Mindsay complements Laiye’s flagship product offerings, including conversational AI and robotic process automation (RPA), a technology that mimics repetitive human actions interacting with digital interfaces, such as processing an insurance claim, and a technology that has become popular by New York-based UiPath.

While RPA software is universally adaptable, the success of scaling conversational AI “relies heavily on language processing and data collection, and so RPA globalization cannot happen overnight,” explains Wang. By acquiring Mindsay, Laiye can of course overcome the development challenges of training algorithms for a new language. Wang also saw a strong “cultural alignment” between his company and the French startup led by a team of young founders.

Laiye CEO Guanchun Wang. Image Credits: Layye

Laiye has aggressive goals for global expansion. At present, the company generates only about 20% of its sales outside of China, with customers in Europe, the Americas and Southeast Asia. It aims to increase that ratio to 50% by 2025, after which it is expected to operate multiple technical development centers on different continents. Twenty percent of employees are currently outside of China, but expect this share to reach 50% in a few years.

The startup looks poised to take a crack at the international business front after recruiting a group of international C-suite executives. For example, Ronen Lamdan, the CEO for International Markets, was a former sales director at Microsoft and led the business process automation company WorkFusion in Asia.

Generate income

Turning to operational metrics, Wang said Laiye’s products for both individual and SMB users have already turned profitable, while the segment targeting Fortune 500 customers still requires significant investment in product development and sales.

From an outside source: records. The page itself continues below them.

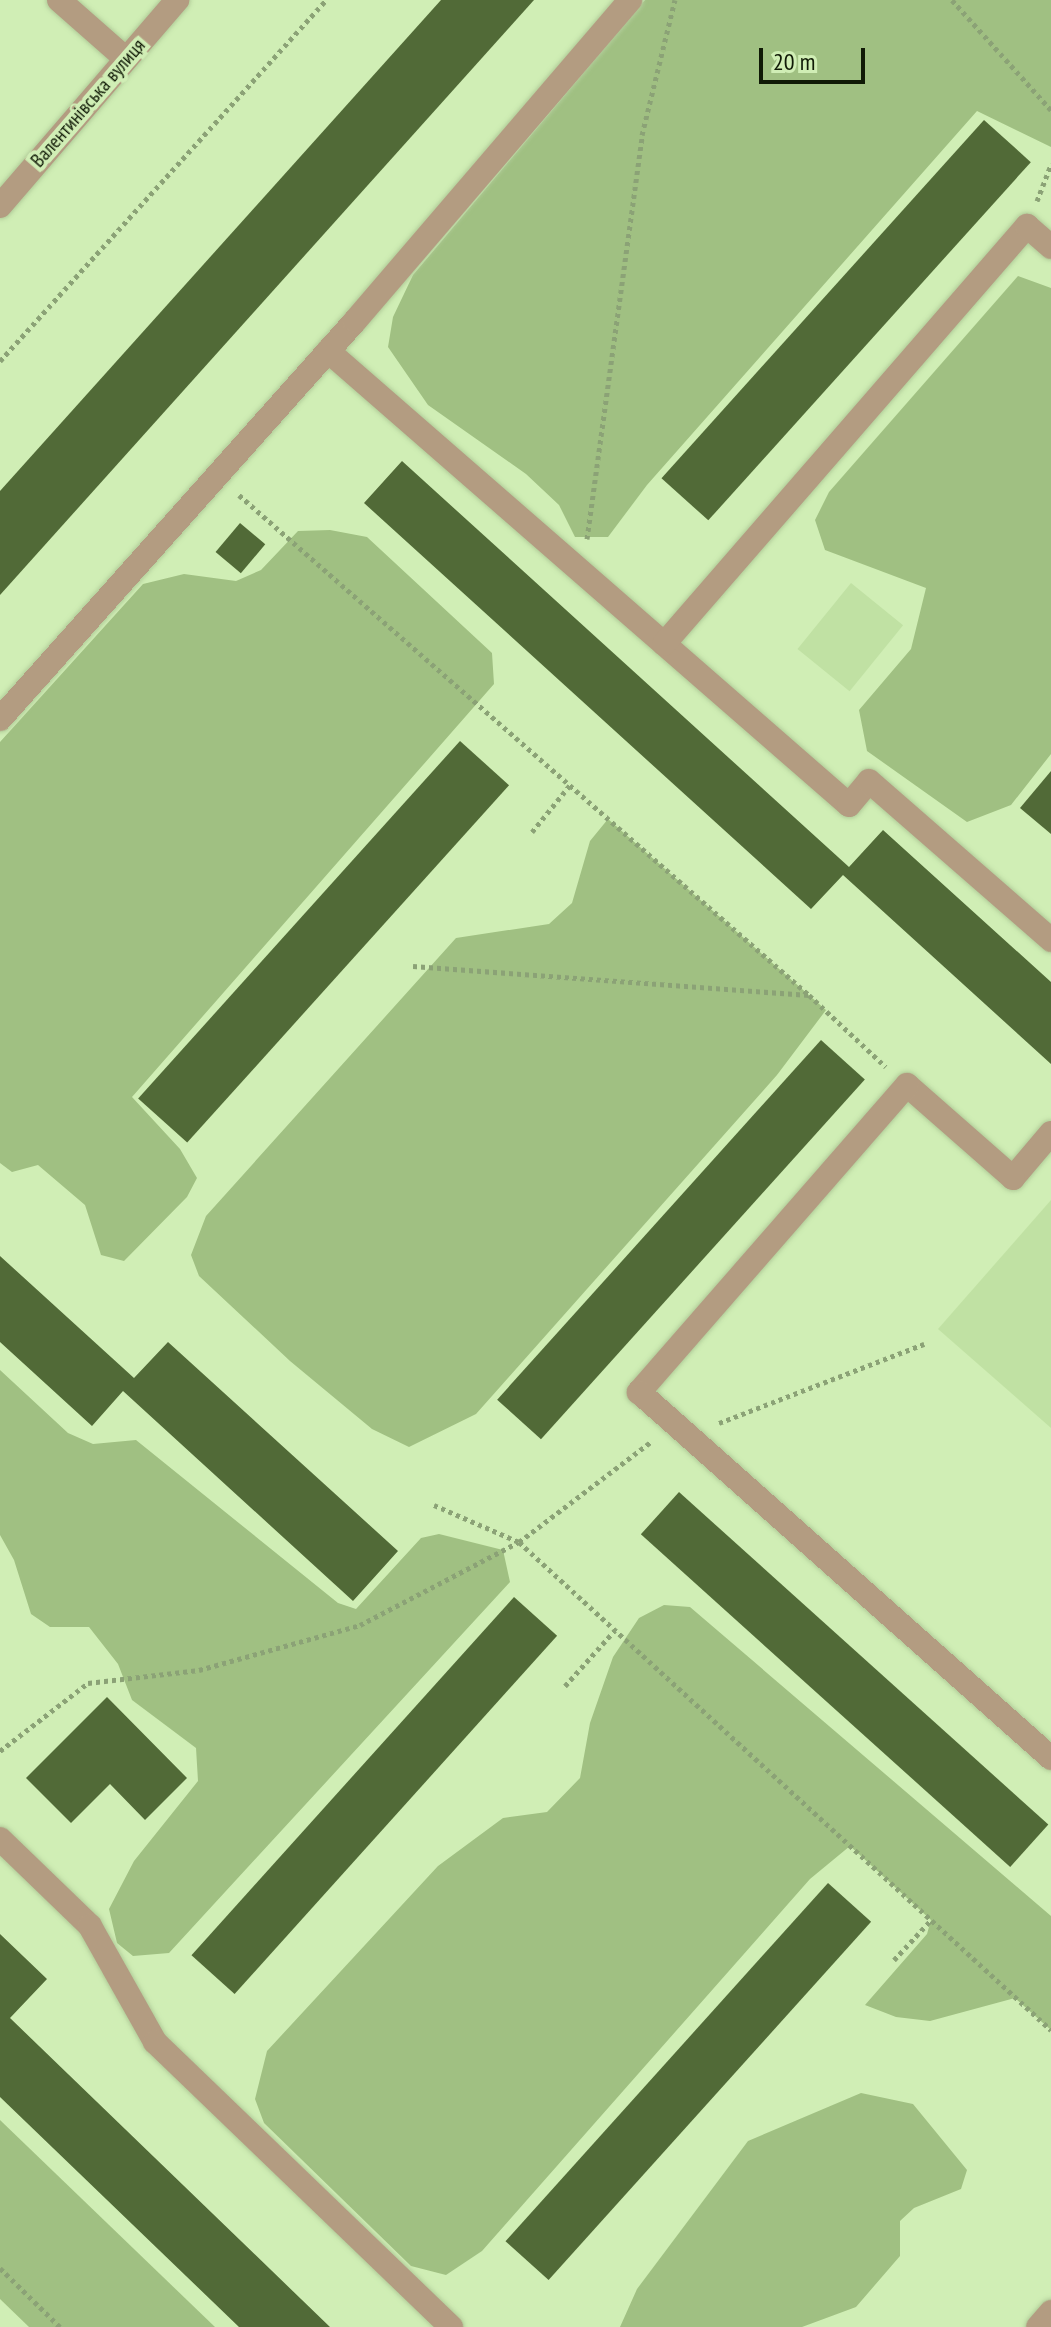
<!DOCTYPE html>
<html>
<head>
<meta charset="utf-8">
<style>
  body { margin:0 }
  #map { position:relative; width:1051px; height:2327px; overflow:hidden; background:#d0eeb5; font-family:"PT Sans Narrow",sans-serif }
  div>[style] { position:absolute }
  .built>* { inset:0; background:#c0e1a3; transform-origin:0 0 }
  .green>* { inset:0; background:#a0c082 }
  .building>* { inset:0; background:#516a37; transform-origin:0 0 }
  .path>* { height:5px; margin-top:-2.5px; transform-origin:0; background:repeating-linear-gradient(90deg,#8ba276 0 4px,transparent 0 8px) }
  .roads { filter:drop-shadow(0 0 2px #b1cc99) drop-shadow(0 0 2px #b1cc99) }
  .minor>* { height:24px; margin:-12px; padding:0 12px; transform-origin:12px; border-radius:12px; background:#b39c81 }
  span { translate:-50% -50%; white-space:nowrap; text-align:center; line-height:1.15; -webkit-text-stroke:8px #d0eeb5; paint-order:stroke }
  .street-label { font-size:20px; color:#101a06 }
  .scale { position:absolute; left:759px; top:48px; width:106px; height:36px; box-sizing:border-box; border:4px solid #101a06; border-top:0; padding-left:10px; font-size:24px; line-height:28px; white-space:nowrap; color:#101a06; -webkit-text-stroke:6px #d0eeb5; paint-order:stroke }
</style>
</head>
<body>
<div id="map">
  <div class="built">
    <div style="left:851px;top:583px;width:67px;height:85px;rotate:39deg"></div>
    <div style="clip-path:polygon(1051px 1200px,1051px 1428px,938px 1329px)"></div>
  </div>
  <div class="green">
    <div style="clip-path:polygon(645px 0,1051px 0,1051px 147px,977px 111px,647px 485px,608px 537px,575px 537px,559px 505px,526px 474px,428px 405px,388px 347px,393px 317px,413px 275px)"></div>
    <div style="clip-path:polygon(1018px 276px,1051px 288px,1051px 754px,1011px 805px,967px 822px,867px 751px,859px 710px,911px 649px,926px 588px,825px 550px,815px 520px,829px 492px)"></div>
    <div style="clip-path:polygon(330px 530px,367px 537px,492px 653px,494px 684px,132px 1097px,180px 1149px,197px 1178px,187px 1197px,124px 1261px,101px 1255px,85px 1205px,38px 1165px,12px 1172px,0 1163px,0 742px,143px 584px,184px 574px,236px 581px,261px 570px,298px 531px)"></div>
    <div style="clip-path:polygon(608px 819px,826px 1010px,777px 1075px,476px 1414px,409px 1447px,372px 1429px,290px 1361px,199px 1276px,191px 1255px,206px 1216px,456px 938px,549px 924px,572px 903px,590px 841px)"></div>
    <div style="clip-path:polygon(0 1370px,68px 1433px,93px 1444px,136px 1440px,338px 1603px,356px 1609px,421px 1538px,439px 1534px,503px 1550px,510px 1582px,169px 1953px,133px 1956px,117px 1943px,109px 1909px,134px 1861px,198px 1781px,196px 1748px,132px 1700px,118px 1664px,89px 1627px,50px 1627px,31px 1614px,14px 1560px,0 1535px)"></div>
    <div style="clip-path:polygon(664px 1605px,690px 1607px,1051px 1916px,1051px 2030px,1015px 1998px,930px 2021px,896px 2017px,865px 2005px,927px 1934px,931px 1920px,850px 1846px,810px 1879px,482px 2251px,446px 2275px,411px 2266px,264px 2123px,255px 2099px,267px 2051px,438px 1866px,503px 1818px,547px 1812px,580px 1778px,590px 1723px,613px 1657px,639px 1618px)"></div>
    <div style="clip-path:polygon(861px 2093px,913px 2104px,967px 2170px,961px 2189px,914px 2208px,900px 2221px,900px 2256px,856px 2307px,802px 2327px,620px 2327px,637px 2289px,748px 2141px)"></div>
    <div style="clip-path:polygon(0 2120px,215px 2327px,29px 2327px,0 2299px)"></div>
  </div>
  <div class="building">
    <div style="clip-path:polygon(441px 0,534px 0,0 595px,0 491px)"></div>
    <div style="left:984px;top:120px;width:63px;height:482px;rotate:42deg"></div>
    <div style="clip-path:polygon(402px 461px,849px 867px,883px 830px,1051px 982px,1051px 1064px,843px 875px,811px 909px,364px 503px)"></div>
    <div style="left:240px;top:523px;width:33px;height:38px;rotate:40deg"></div>
    <div style="left:460px;top:741px;width:66px;height:481px;rotate:42deg"></div>
    <div style="clip-path:polygon(1051px 771px,1051px 834px,1020px 808px)"></div>
    <div style="left:821px;top:1040px;width:59px;height:484px;rotate:42deg"></div>
    <div style="clip-path:polygon(0 1256px,134px 1378px,168px 1342px,398px 1551px,353px 1601px,123px 1391px,92px 1426px,0 1342px)"></div>
    <div style="left:679px;top:1492px;width:497px;height:57px;rotate:42deg"></div>
    <div style="left:514px;top:1597px;width:58px;height:482px;rotate:42deg"></div>
    <div style="clip-path:polygon(107px 1697px,187px 1778px,145px 1820px,110px 1784px,71px 1823px,26px 1778px)"></div>
    <div style="left:828px;top:1883px;width:58px;height:482px;rotate:42deg"></div>
    <div style="clip-path:polygon(0 1934px,47px 1979px,10px 2018px,330px 2327px,239px 2327px,0 2097px)"></div>
  </div>
  <div class="path">
    <div style="left:952px;top:0;width:148px;rotate:48deg"></div>
    <div style="left:1037px;top:201px;width:40px;rotate:-69deg"></div>
    <div style="left:0;top:361px;width:486px;rotate:-47.9deg"></div>
    <div style="left:239px;top:495px;width:758px;rotate:41.26deg"></div>
    <div style="left:587px;top:539px;width:408px;rotate:-82.2deg"></div>
    <div style="left:642px;top:135px;width:139px;rotate:-76.3deg"></div>
    <div style="left:532px;top:832px;width:60px;rotate:-51deg"></div>
    <div style="left:413px;top:966px;width:397px;rotate:4.2deg"></div>
    <div style="left:809px;top:995px;width:105px;rotate:43.1deg"></div>
    <div style="left:719px;top:1423px;width:220px;rotate:-21.1deg"></div>
    <div style="left:434px;top:1505px;width:93px;rotate:23.5deg"></div>
    <div style="left:519px;top:1542px;width:167px;rotate:-37.2deg"></div>
    <div style="left:565px;top:1686px;width:75px;rotate:-48.2deg"></div>
    <div style="left:0;top:1751px;width:111px;rotate:-37.7deg"></div>
    <div style="left:88px;top:1683px;width:112px;rotate:-6.7deg"></div>
    <div style="left:199px;top:1670px;width:167px;rotate:-15.6deg"></div>
    <div style="left:360px;top:1625px;width:179px;rotate:-27.6deg"></div>
    <div style="left:519px;top:1542px;width:722px;rotate:42.53deg"></div>
    <div style="left:894px;top:1960px;width:54px;rotate:-47.2deg"></div>
    <div style="left:0;top:2268px;width:84px;rotate:44.5deg"></div>
  </div>
  <div class="roads">
    <div class="minor">
      <div style="left:59px;top:0;width:89px;rotate:41.4deg"></div>
      <div style="left:0;top:206px;width:272px;rotate:-49.3deg"></div>
      <div style="left:328px;top:351px;width:691px;rotate:41.07deg"></div>
      <div style="left:849px;top:805px;width:31px;rotate:-50deg"></div>
      <div style="left:869px;top:781px;width:242px;rotate:41.1deg"></div>
      <div style="left:664px;top:644px;width:554px;rotate:-49.03deg"></div>
      <div style="left:1027px;top:226px;width:32px;rotate:41deg"></div>
      <div style="left:0;top:719px;width:533px;rotate:-48.27deg"></div>
      <div style="left:355px;top:321px;width:423px;rotate:-49.4deg"></div>
      <div style="left:1051px;top:1133px;width:59px;rotate:130.2deg"></div>
      <div style="left:1013px;top:1178px;width:141px;rotate:-138.7deg"></div>
      <div style="left:907px;top:1085px;width:408px;rotate:131.1deg"></div>
      <div style="left:639px;top:1392px;width:551px;rotate:41.62deg"></div>
      <div style="left:0;top:1839px;width:125px;rotate:44deg"></div>
      <div style="left:90px;top:1926px;width:133px;rotate:60.7deg"></div>
      <div style="left:155px;top:2042px;width:411px;rotate:43.9deg"></div>
      <div style="left:1038px;top:2327px;width:20px;rotate:-49deg"></div>
    </div>
  </div>
  <div class="street-label">
    <span style="left:88px;top:103px;rotate:-49deg">Валентинівська вулиця</span>
  </div>
  <div class="scale">20 m</div>
</div>
</body>
</html>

†[Large corporations] are the biggest opportunity for us,” said Wang, who believed his startup’s competitive advantage is its ability to provide an “integrated” platform that covers the full scope of an employee’s daily routines, from answering calls to processing documents, instead of solving just one process.

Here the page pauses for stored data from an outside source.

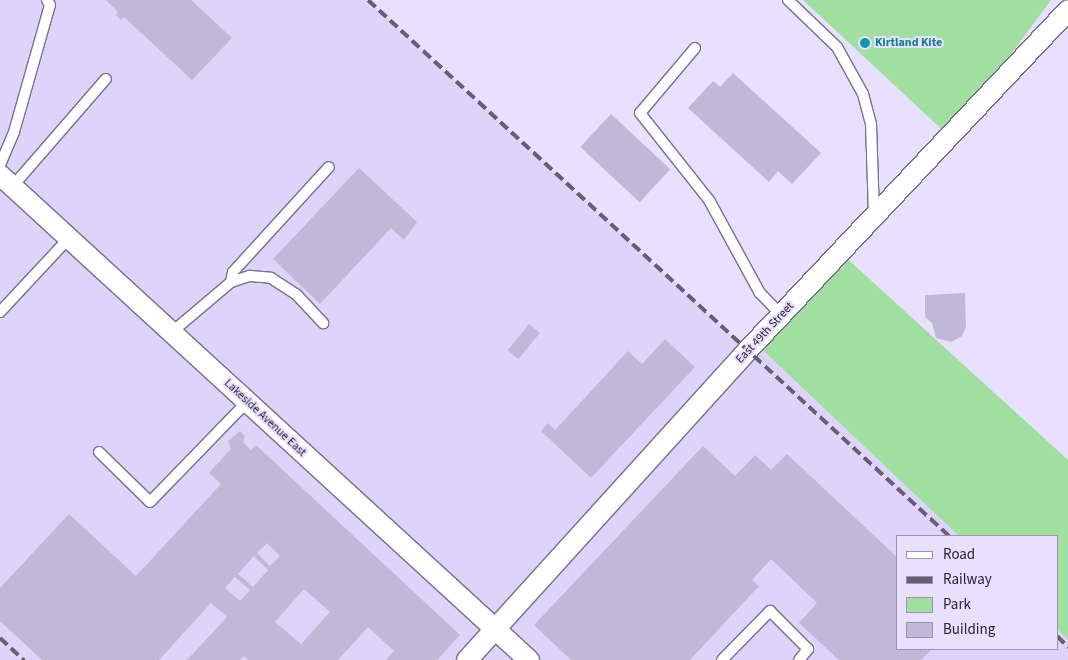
<!DOCTYPE html>
<html>
<head>
<meta charset="utf-8">
<style>
	body { margin:0 }
	#map { position:relative; width:1068px; height:660px; overflow:hidden; background:#e9dfff; font-family:"Source Sans 3",sans-serif }
	div>[style] { position:absolute }
	.built>* { inset:0; background:#ded3f9 }
	.green>* { inset:0; background:#a1dfa0 }
	.building>* { inset:0; background:#c1b8d7; transform-origin:0 0 }
	.roads { filter:drop-shadow(1px 0 #78708c) drop-shadow(-1px 0 #78708c) drop-shadow(0 1px #78708c) drop-shadow(0 -1px #78708c) }
	.service>* { height:10px; margin:-5px; padding:0 5px; transform-origin:5px; border-radius:5px; background:#fff }
	.minor>* { height:20px; margin:-10px; padding:0 10px; transform-origin:10px; border-radius:10px; background:#fff }
	.rail>* { height:4px; margin-top:-2px; transform-origin:0; background:repeating-linear-gradient(90deg,#655f71 0 10px,transparent 0 15px) }
	.dots>* { width:14px; height:14px; translate:-50% -50%; box-sizing:border-box; border:2px solid #e9dfff; border-radius:50% }
	span { translate:-50% -50%; white-space:nowrap; text-align:center; line-height:1.15; -webkit-text-stroke:4px #e9dfff; paint-order:stroke }
	.culture-label { font-size:12px; color:#0d838f; font-weight:700 }
	.left { translate:0 -50%; text-align:left }
	.street-label { font-size:12px; color:#282430 }
	.legend { position:absolute; left:896px; top:535px; width:162px; height:115px; box-sizing:border-box; background:#e9dfff; border:1px solid #9c94ac; margin:0; padding:6px 9px; list-style:none; font-size:15px; color:#282430 }
	.legend li { display:flex; align-items:center; gap:10px; height:25px }
	.legend b { width:25px; border:1px solid #9c94ac }
</style>
</head>
<body>
<div id="map">
	<div class="built">
		<i style="clip-path:polygon(0 0,368px 0,748px 350px,755px 343px,959px 536px,897px 536px,897px 649px,1057px 649px,1057px 629px,1068px 640px,1068px 660px,0 660px)"></i>
	</div>
	<div class="green">
		<i style="clip-path:polygon(803px 0,1051px 0,950px 137px)"></i>
		<i style="clip-path:polygon(841px 253px,1068px 460px,1068px 640px,1057px 629px,1057px 536px,959px 536px,755px 343px)"></i>
	</div>
	<div class="building">
		<i style="clip-path:polygon(106px 0,191px 0,232px 38px,192px 80px,124px 17px,121px 20px,116px 15px,118px 12px)"></i>
		<i style="clip-path:polygon(733px 73px,821px 153px,792px 184px,778px 171px,769px 182px,688px 108px,713px 81px,720px 87px)"></i>
		<i style="left:611px;top:114px;width:81px;height:45px;rotate:43deg"></i>
		<i style="clip-path:polygon(359px 168px,417px 222px,404px 240px,391px 228px,320px 304px,273px 259px)"></i>
		<i style="clip-path:polygon(965px 293px,966px 327px,962px 336px,951px 342px,936px 338px,932px 323px,925px 317px,925px 295px)"></i>
		<i style="left:529px;top:324px;width:14px;height:34px;rotate:39deg"></i>
		<i style="clip-path:polygon(665px 339px,695px 367px,591px 478px,541px 431px,548px 423px,555px 430px,628px 351px,642px 364px)"></i>
		<i style="clip-path:polygon(evenodd,240px 431px,245px 436px,243px 442px,251px 450px,256px 445px,460px 635px,437px 660px,386px 660px,394px 651px,368px 627px,338px 660px,248px 660px,244px 656px,240px 660px,187px 660px,227px 617px,211px 603px,159px 660px,42px 660px,0 621px,0 588px,69px 514px,136px 576px,221px 484px,209px 473px,231px 449px,228px 441px,240px 431px,267px 543px,280px 556px,270px 566px,257px 553px,267px 543px,240px 431px,254px 556px,268px 570px,253px 587px,238px 574px,254px 556px,240px 431px,235px 577px,250px 590px,240px 601px,225px 588px,235px 577px,240px 431px,304px 589px,330px 612px,301px 644px,275px 622px,304px 589px)"></i>
		<i style="clip-path:polygon(703px 446px,735px 476px,755px 455px,771px 470px,787px 454px,897px 557px,897px 649px,932px 649px,921px 660px,839px 660px,799px 623px,817px 603px,771px 559px,752px 580px,759px 586px,690px 660px,571px 660px,534px 625px)"></i>
	</div>
	<div class="roads">
		<div class="service">
			<i style="left:788px;top:0;width:68px;rotate:43.8deg"></i>
			<i style="left:837px;top:47px;width:54px;rotate:61deg"></i>
			<i style="left:863px;top:94px;width:31px;rotate:75deg"></i>
			<i style="left:871px;top:124px;width:90px;rotate:88.1deg"></i>
			<i style="left:695px;top:48px;width:85px;rotate:130.2deg"></i>
			<i style="left:640px;top:113px;width:111px;rotate:51.6deg"></i>
			<i style="left:709px;top:200px;width:106px;rotate:61.3deg"></i>
			<i style="left:760px;top:293px;width:30px;rotate:46deg"></i>
			<i style="left:0;top:165px;width:36px;rotate:-67deg"></i>
			<i style="left:14px;top:132px;width:132px;rotate:-74.2deg"></i>
			<i style="left:50px;top:5px;width:6px;rotate:-121deg"></i>
			<i style="left:12px;top:187px;width:143px;rotate:-49deg"></i>
			<i style="left:231px;top:282px;width:10px;rotate:-79deg"></i>
			<i style="left:233px;top:272px;width:142px;rotate:-47.6deg"></i>
			<i style="left:0;top:312px;width:101px;rotate:-47deg"></i>
			<i style="left:172px;top:332px;width:77px;rotate:-40.3deg"></i>
			<i style="left:231px;top:282px;width:20px;rotate:-18deg"></i>
			<i style="left:250px;top:276px;width:21px;rotate:5deg"></i>
			<i style="left:271px;top:278px;width:30px;rotate:33deg"></i>
			<i style="left:296px;top:294px;width:40px;rotate:47deg"></i>
			<i style="left:99px;top:452px;width:71px;rotate:44.4deg"></i>
			<i style="left:150px;top:502px;width:139px;rotate:-45.9deg"></i>
			<i style="left:722px;top:660px;width:69px;rotate:-45.6deg"></i>
			<i style="left:770px;top:611px;width:54px;rotate:45deg"></i>
			<i style="left:808px;top:649px;width:14px;rotate:129deg"></i>
		</div>
		<div class="minor">
			<i style="left:0;top:175px;width:718px;rotate:42.52deg"></i>
			<i style="left:467px;top:660px;width:418px;rotate:-47.8deg"></i>
			<i style="left:748px;top:350px;width:467px;rotate:-46.7deg"></i>
		</div>
	</div>
	<div class="rail">
		<i style="left:368px;top:0;width:790px;rotate:42.69deg"></i>
		<i style="left:1057px;top:636px;width:16px;rotate:45deg"></i>
		<i style="left:0;top:638px;width:33px;rotate:43deg"></i>
	</div>
	<div class="dots">
		<i style="left:865px;top:43px;background:#0f9aa8"></i>
	</div>
	<div class="culture-label">
		<span class="left" style="left:875px;top:43px">Kirtland Kite</span>
	</div>
	<div class="street-label">
		<span style="left:765px;top:333px;rotate:-47deg">East 49th Street</span>
		<span style="left:265px;top:418px;rotate:43deg">Lakeside Avenue East</span>
	</div>
	<ul class="legend">
	<li><b style="height:6px;background:#fff"></b>Road</li>
	<li><b style="height:6px;background:#655f71"></b>Railway</li>
	<li><b style="height:14px;background:#a1dfa0"></b>Park</li>
	<li><b style="height:14px;background:#c1b8d7"></b>Building</li>
	</ul>
</div>
</body>
</html>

Wang declined to disclose his company’s valuation, saying an announcement will be made when it reaches “unicorn status.” Globally, Laiye has nearly 200 major corporate clients and global consultancies as strategic partners, including Deloitte and KPMG. The software suite is available on Microsoft Azure and Alibaba Cloud worldwide, and it features a community of 600,000 developers working on all forms of work automation solutions.